Их расхождение — это не спор двух писателей, а столкновение двух правд о ГУЛАГе. Одна — правда о сопротивлении духа и надежде на искупление. Другая — ледяная правда о том, что есть опыт, после которого не остается ничего. И сегодня, читая их обоих, мы понимаем: чтобы постичь масштаб катастрофы, нам нужны они оба. Нужен и архитектор общей картины, и анатом, вскрывающий одну-единственную мертвую душу. Их несостоявшийся союз напоминает, что даже общий опыт нечеловеческих страданий не приводит к единомыслию. ГУЛАГ оказался слишком велик для одного голоса.

Предлагаю взглянуть на их отношения глазами одной из сторон.

Солженицын. О Варламе Шаламове

Текст публикуется без изменений в соответствии с оригиналом из журнала «Новый мир» (1999, №4).

Мы с ним оба были верные «сыны Гулага», я хоть по сроку и испытаниям меньше его, но по духу, по отданности, никак не слабей. Это — очень стягивало нас, как магнитом. И когда в 1956 я читал в самиздате стихи его, неведомого:

Я знаю сам, что это — не игра,
Что это — смерть. Но даже жизни ради,
Как Архимед, не выроню пера,
Не скомкаю развёрнутой тетради, —

да ведь это ж просто обо мне! о моей тайне! — и он соучастник. И с подобным же чувством прочёл он в самиздате 1962 года «Ивана Денисовича» — по своему пессимистическому взгляду никак не допуская, что это будет опубликовано.

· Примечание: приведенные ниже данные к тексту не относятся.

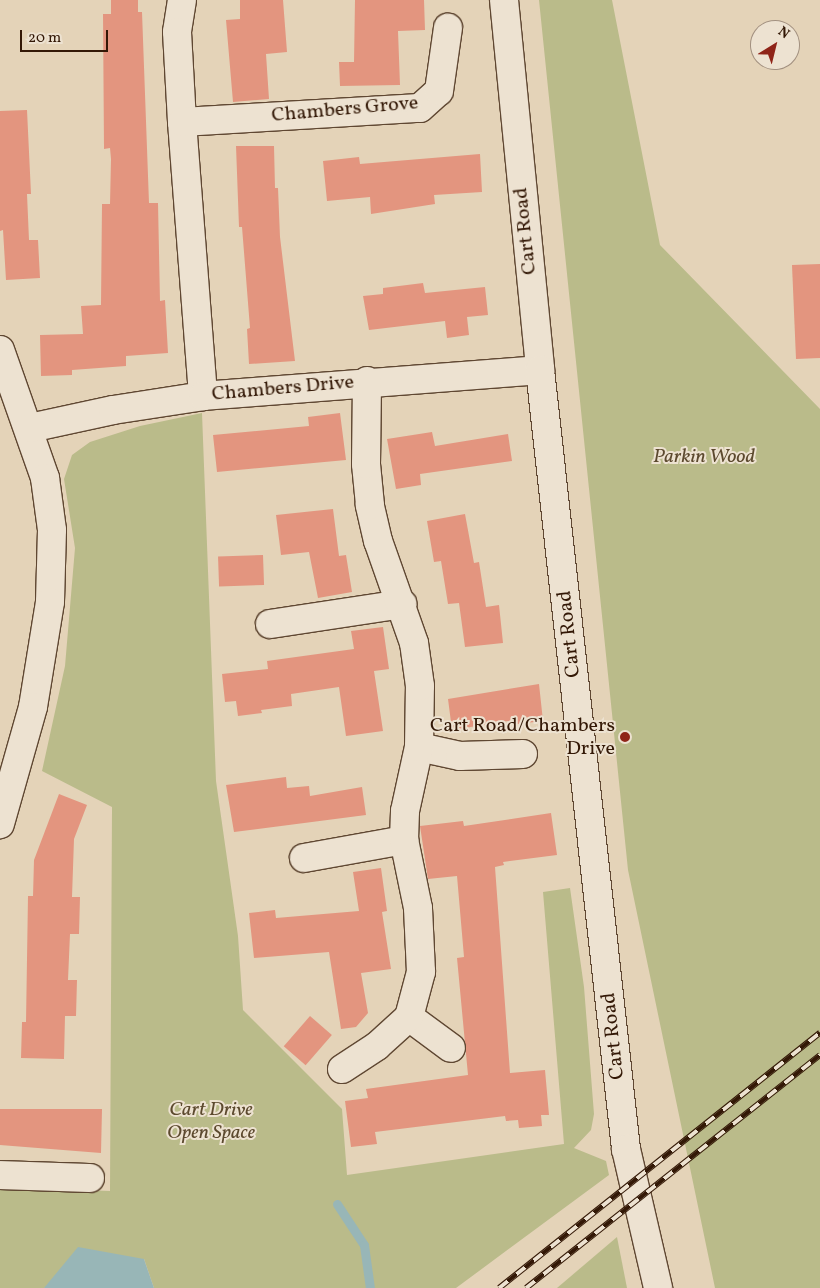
<!DOCTYPE html>
<html>
<head>
<meta charset="utf-8">
<style>
	body { margin:0 }
	#map { position:relative; width:820px; height:1288px; overflow:hidden; background:#e4d3b8; font-family:Vollkorn,serif }
	div>[style] { position:absolute }
	[style*='--x'] { left:calc(var(--x)*1px); top:calc(var(--y)*1px); width:calc(var(--w)*1px); rotate:calc(var(--a)*1deg) }
	.green>* { inset:0; background:#babb8a }
	.water>* { inset:0; background:#98b6b7 }
	.stream>* { height:9px; margin:-4.5px; padding:0 4.5px; transform-origin:4.5px; border-radius:4.5px; background:#98b6b7 }
	.building>* { inset:0; background:#e3957f; transform-origin:0 0 }
	.roads { filter:drop-shadow(1px 0 #5f4732) drop-shadow(-1px 0 #5f4732) drop-shadow(0 1px #5f4732) drop-shadow(0 -1px #5f4732) }
	.minor>* { height:28px; margin:-14px; padding:0 14px; transform-origin:14px; border-radius:14px; background:#ede2d1 }
	.tertiary>* { height:28px; margin:-14px; padding:0 14px; transform-origin:14px; border-radius:14px; background:#ede2d1 }
	.rail>* { height:5.5px; margin-top:-2.75px; transform-origin:0; background:repeating-linear-gradient(90deg,#ede2d1 0 11px,#331806 0 22px); box-sizing:border-box; border-block:1px solid #331806 }
	.dots>* { width:14px; height:14px; translate:-50% -50%; box-sizing:border-box; border:2px solid #ede2d1; border-radius:50% }
	span { translate:-50% -50%; white-space:nowrap; text-align:center; line-height:1.15; -webkit-text-stroke:4px #ede2d1; paint-order:stroke }
	.street-label { font-size:20px; color:#331806 }
	.park-label { font-size:20px; color:#5c492e; font-style:italic }
	.poi-label { font-size:20px; color:#331806 }
	.right { translate:-100% -50%; text-align:right }
	.north { position:absolute; left:750px; top:20px; width:50px; height:50px; box-sizing:border-box; background:#ede2d1; border:1px solid #a39180; border-radius:50%; rotate:36deg; font-size:14px; font-weight:700; line-height:20px; text-align:center; color:#331806 }
	.north::after { content:''; display:block; margin:auto; width:18px; height:22px; background:#8f2418; clip-path:polygon(50% 0,100% 100%,50% 72%,0 100%) }
	.scale { position:absolute; left:20px; top:30px; width:88px; height:22px; box-sizing:border-box; border:2px solid #331806; border-top:0; padding-left:6px; font-size:15px; line-height:18px; white-space:nowrap; color:#331806; -webkit-text-stroke:4px #ede2d1; paint-order:stroke }
</style>
</head>
<body>
<div id="map">
	<div class="green">
		<i style="clip-path:polygon(539px 0,612px 0,660px 245px,820px 409px,820px 1288px,715px 1288px,628px 870px)"></i>
		<i style="clip-path:polygon(202px 413px,216px 781px,238px 936px,243px 1010px,342px 1109px,347px 1175px,564px 1144px,543px 892px,570px 888px,584px 987px,594px 1114px,591px 1130px,574px 1148px,606px 1161px,609px 1175px,456px 1288px,154px 1288px,144px 1259px,44px 1288px,0 1288px,0 1187px,110px 1191px,112px 807px,42px 771px,65px 666px,75px 548px,64px 479px,72px 455px,90px 442px,140px 426px)"></i>
		<i style="clip-path:polygon(617px 1237px,627px 1288px,557px 1288px)"></i>
	</div>
	<div class="water">
		<i style="clip-path:polygon(78px 1247px,144px 1259px,154px 1288px,44px 1288px)"></i>
	</div>
	<div class="stream">
		<i style="--x:337;--y:1204;--w:49;--a:56.6"></i>
		<i style="--x:364;--y:1245;--w:43;--a:82.1"></i>
	</div>
	<div class="building">
		<i style="clip-path:polygon(111px 0,138px 0,138px 12px,142px 12px,149px 203px,158px 203px,160px 301px,165px 300px,168px 353px,126px 356px,126px 366px,72px 370px,72px 375px,41px 376px,40px 335px,83px 334px,81px 306px,101px 305px,102px 204px,110px 204px,111px 159px,110px 148px,104px 149px,103px 14px,111px 14px)"></i>
		<i style="clip-path:polygon(240px 0,283px 0,287px 52px,266px 54px,269px 99px,233px 102px,226px 20px,240px 19px)"></i>
		<i style="clip-path:polygon(355px 0,424px 0,425px 30px,398px 31px,400px 85px,340px 86px,339px 62px,354px 62px)"></i>
		<i style="clip-path:polygon(27px 110px,31px 194px,27px 194px,29px 240px,38px 240px,40px 278px,6px 280px,3px 230px,0 231px,0 111px)"></i>
		<i style="clip-path:polygon(236px 146px,274px 146px,275px 188px,278px 188px,280px 237px,295px 361px,249px 364px,247px 329px,250px 328px,242px 227px,239px 227px)"></i>
		<i style="clip-path:polygon(480px 154px,482px 192px,434px 195px,435px 204px,371px 214px,370px 197px,327px 201px,323px 161px,359px 157px,360px 164px)"></i>
		<i style="clip-path:polygon(820px 264px,820px 358px,796px 359px,792px 265px)"></i>
		<i style="clip-path:polygon(423px 283px,425px 293px,485px 287px,488px 315px,467px 317px,469px 335px,447px 338px,445px 321px,369px 330px,363px 296px,383px 294px,383px 288px)"></i>
		<i style="clip-path:polygon(340px 413px,346px 460px,217px 472px,213px 435px,309px 426px,308px 417px)"></i>
		<i style="clip-path:polygon(432px 432px,435px 446px,508px 434px,512px 461px,420px 474px,421px 485px,396px 489px,387px 439px)"></i>
		<i style="clip-path:polygon(333px 509px,339px 556px,346px 555px,352px 592px,318px 598px,309px 552px,281px 555px,276px 515px)"></i>
		<i style="clip-path:polygon(465px 514px,474px 563px,479px 562px,486px 607px,499px 605px,503px 643px,465px 647px,459px 603px,448px 604px,441px 561px,434px 562px,427px 521px)"></i>
		<i style="left:263px;top:555px;width:30px;height:45px;rotate:88deg"></i>
		<i style="clip-path:polygon(383px 627px,389px 669px,374px 671px,383px 731px,346px 736px,339px 687px,291px 694px,292px 706px,261px 710px,262px 713px,238px 716px,236px 701px,225px 702px,222px 674px,268px 669px,267px 661px,354px 649px,351px 631px)"></i>
		<i style="clip-path:polygon(539px 684px,543px 721px,509px 725px,508px 721px,452px 730px,448px 699px)"></i>
		<i style="clip-path:polygon(286px 777px,287px 788px,309px 786px,310px 796px,362px 787px,366px 815px,234px 832px,226px 785px)"></i>
		<i style="clip-path:polygon(59px 794px,87px 805px,74px 839px,72px 897px,80px 897px,79px 934px,70px 934px,68px 980px,77px 980px,76px 1016px,65px 1016px,64px 1059px,21px 1058px,22px 1022px,26px 1022px,28px 896px,33px 896px,34px 860px)"></i>
		<i style="clip-path:polygon(551px 813px,557px 855px,503px 862px,504px 865px,495px 867px,510px 1073px,545px 1070px,549px 1115px,541px 1115px,542px 1126px,519px 1128px,518px 1120px,506px 1121px,505px 1116px,375px 1132px,377px 1144px,351px 1147px,345px 1101px,368px 1098px,366px 1089px,468px 1075px,457px 958px,464px 957px,457px 876px,428px 879px,420px 826px,463px 821px,464px 826px)"></i>
		<i style="clip-path:polygon(381px 868px,387px 911px,382px 912px,391px 969px,361px 973px,368px 1013px,356px 1027px,341px 1029px,329px 952px,254px 958px,249px 913px,275px 910px,276px 918px,359px 911px,353px 872px)"></i>
		<i style="left:310px;top:1016px;width:29px;height:40px;rotate:41deg"></i>
		<i style="clip-path:polygon(0 1109px,102px 1109px,101px 1153px,0 1145px)"></i>
	</div>
	<div class="roads">
		<div class="minor">
			<i style="--x:182;--y:0;--w:32;--a:99"></i>
			<i style="--x:177;--y:32;--w:90;--a:86.8"></i>
			<i style="--x:182;--y:122;--w:275;--a:85.6"></i>
			<i style="--x:182;--y:122;--w:238;--a:-3.4"></i>
			<i style="--x:420;--y:108;--w:25;--a:-42"></i>
			<i style="--x:439;--y:91;--w:64;--a:-81.9"></i>
			<i style="--x:0;--y:350;--w:136;--a:70.6"></i>
			<i style="--x:45;--y:478;--w:52;--a:82.3"></i>
			<i style="--x:52;--y:530;--w:72;--a:91.6"></i>
			<i style="--x:50;--y:602;--w:106;--a:99.2"></i>
			<i style="--x:33;--y:707;--w:122;--a:105.8"></i>
			<i style="--x:30;--y:428;--w:85;--a:-12.2"></i>
			<i style="--x:113;--y:410;--w:91;--a:-8.8"></i>
			<i style="--x:203;--y:396;--w:338;--a:-4.4"></i>
			<i style="--x:270;--y:624;--w:134;--a:-8.6"></i>
			<i style="--x:419;--y:747;--w:42;--a:12.4"></i>
			<i style="--x:460;--y:756;--w:63;--a:-1.8"></i>
			<i style="--x:304;--y:858;--w:102;--a:-10.2"></i>
			<i style="--x:409;--y:1017;--w:52;--a:36.4"></i>
			<i style="--x:342;--y:1069;--w:42;--a:-33.3"></i>
			<i style="--x:377;--y:1046;--w:43;--a:-42.2"></i>
			<i style="--x:409;--y:1017;--w:47;--a:-75.1"></i>
			<i style="--x:421;--y:972;--w:64;--a:-92.7"></i>
			<i style="--x:418;--y:908;--w:69;--a:-101.6"></i>
			<i style="--x:404;--y:840;--w:29;--a:-88"></i>
			<i style="--x:405;--y:811;--w:66;--a:-77.7"></i>
			<i style="--x:419;--y:747;--w:61;--a:-89.1"></i>
			<i style="--x:420;--y:686;--w:43;--a:-97.9"></i>
			<i style="--x:414;--y:643;--w:108;--a:-109.4"></i>
			<i style="--x:378;--y:541;--w:37;--a:-103"></i>
			<i style="--x:370;--y:505;--w:41;--a:-95.6"></i>
			<i style="--x:366;--y:464;--w:83;--a:-89.3"></i>
			<i style="--x:0;--y:1175;--w:90;--a:1.9"></i>
		</div>
		<div class="tertiary">
			<i style="--x:504;--y:0;--w:372;--a:84.4"></i>
			<i style="--x:540;--y:370;--w:784;--a:83.7"></i>
			<i style="--x:626;--y:1149;--w:143;--a:77"></i>
		</div>
	</div>
	<div class="rail">
		<i style="--x:499;--y:1288;--w:410;--a:-38.5"></i>
		<i style="--x:526;--y:1288;--w:375;--a:-38.4"></i>
	</div>
	<div class="dots">
		<i style="left:625px;top:737px;background:#8f2418"></i>
	</div>
	<div class="street-label">
		<span style="left:345px;top:110px;rotate:-5deg">Chambers Grove</span>
		<span style="left:526px;top:231px;rotate:-96deg">Cart Road</span>
		<span style="left:283px;top:389px;rotate:-5deg">Chambers Drive</span>
		<span style="left:570px;top:634px;rotate:-96deg">Cart Road</span>
		<span style="left:614px;top:1036px;rotate:-96deg">Cart Road</span>
	</div>
	<div class="park-label">
		<span style="left:704px;top:457px">Parkin Wood</span>
		<span style="left:211px;top:1122px">Cart Drive<br>Open Space</span>
	</div>
	<div class="poi-label">
		<span class="right" style="left:615px;top:738px">Cart Road/Chambers<br>Drive</span>
	</div>
	<div class="north">N</div>
	<div class="scale">20 m</div>
</div>
</body>
</html>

В один из средненоябрьских дней, когда «Иван Денисович» был только-только напечатан, мы впервые встретились в комнатушке отдела прозы «Нового мира». Он был крайне взволнован событием (теперь имея в виду, что же будет с «Колымскими рассказами»): по своей болезненной манере нервно подёргивал вытянутым бритым лицом, как бы закусывал сдвинутой челюстью и размахивал предлинными руками. Из его первых фраз было: что идёт повсюду спор — будет ли мой рассказ ледоколом, таранящим дорогу и всей остальной правде, лагерной и не лагерной, либо (и Шаламов склонялся так): это — только крайнее положение маятника, и теперь покачнёт нас в другую сторону. Я, хоть и ожидал вскоре зажима меня самого — но лишь потому, что всё прочее моё обнаружится куда острей «Денисовича», а в общем движении, я думал, прорыв продолжится и будет значительный. Нет, пессимизм Шаламова оказался верней.

В тех же днях он написал мне в Рязань длинное, пылкое письмо, если даже не назвать его отчасти нежным, хотя это так непохоже на Шаламова, но был такой дух в его письме: «...очень-очень эту повесть хвалили. Но только прочтя её сам, я вижу, что похвалы преуменьшены неизмеримо», «столь тонкая высокохудожественная работа мне не встречалась, признаться, давно»; «повесть эта для внимательного читателя — откровение в каждой её фразе», «детали, подробности быта, поведение всех героев очень точны и очень новы, обжигающе новы». О «школе Ижмы» для Шухова: «Всё это в повести кричит полным голосом, для моего уха...»— «Художественная ткань так тонка, что отличаешь латыша от эстонца»; «произведение чрезвычайно экономно, напряжено, как пружина, как стихи». — И даже, переступая через своё глубокое убеждение об абсолютности зла лагерной жизни, признавал: «Возможно, что такого рода увлечение работой [как у Шухова] и спасает людей».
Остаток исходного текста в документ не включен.